Record excerpts Start Marker

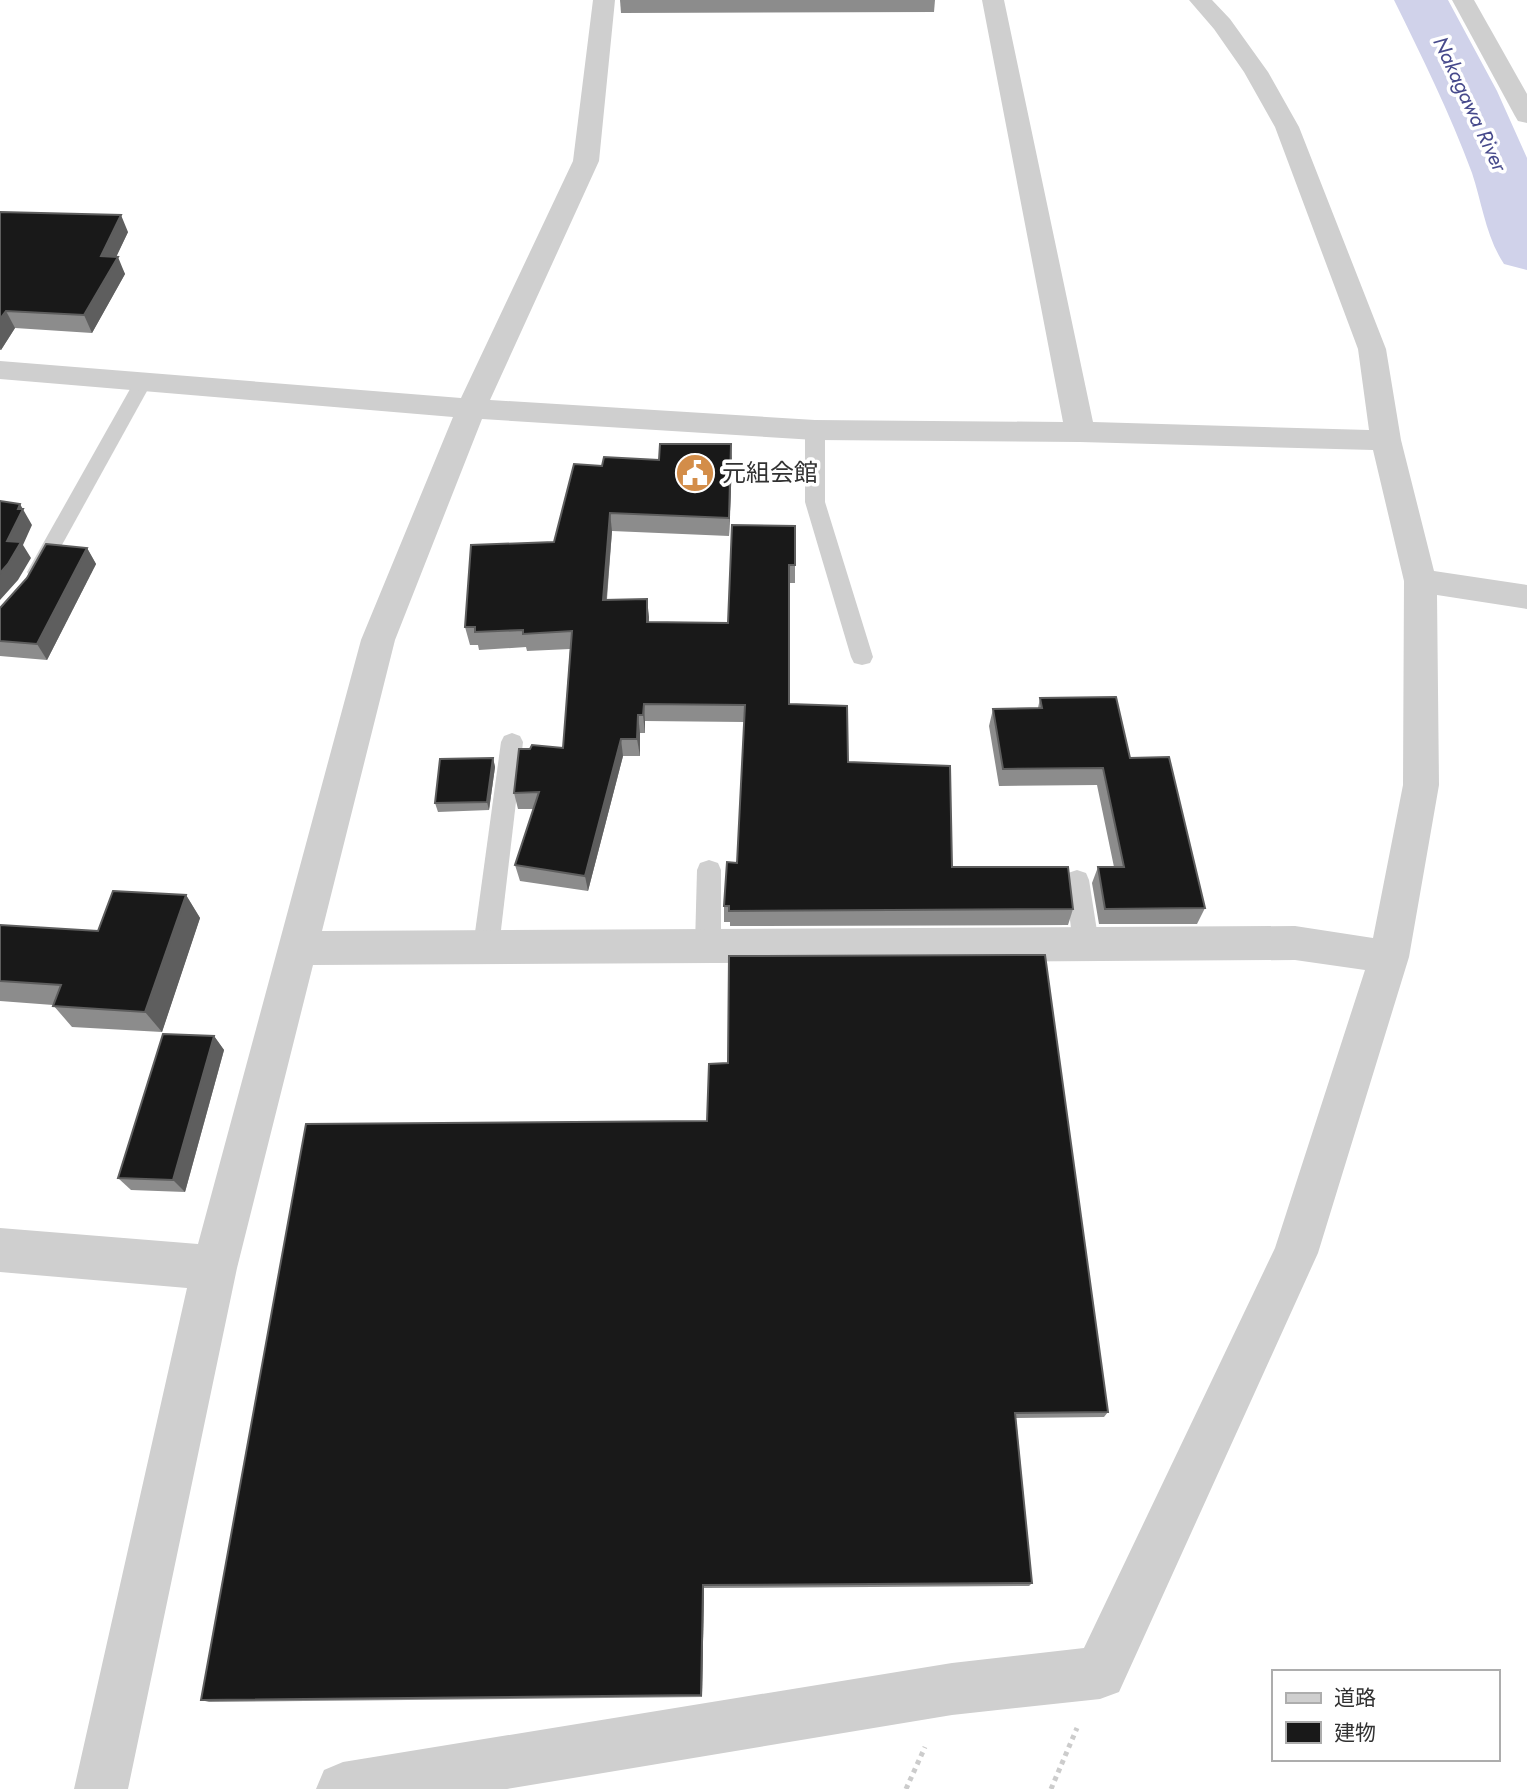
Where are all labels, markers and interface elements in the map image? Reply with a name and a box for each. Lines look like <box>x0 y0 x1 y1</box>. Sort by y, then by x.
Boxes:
water label: Nakagawa River <box>1426 32 1515 177</box>
public building icon: 元組会館 <box>674 452 716 494</box>
place label: 元組会館 <box>722 455 818 490</box>
legend <box>1272 1670 1499 1761</box>
text: 道路 <box>1334 1683 1376 1713</box>
text: 建物 <box>1334 1718 1376 1748</box>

Record excerpts End Marker

**Work request**
Would you give the material back exactly, minus the pictures?

**Response area**
Where are all labels, markers and interface elements in the map image? Reply with a name and a box for each. Lines look like <box>x0 y0 x1 y1</box>. Sort by y, then by x.
Boxes:
water label: Nakagawa River <box>1426 32 1515 177</box>
public building icon: 元組会館 <box>674 452 716 494</box>
place label: 元組会館 <box>722 455 818 490</box>
legend <box>1272 1670 1499 1761</box>
text: 道路 <box>1334 1683 1376 1713</box>
text: 建物 <box>1334 1718 1376 1748</box>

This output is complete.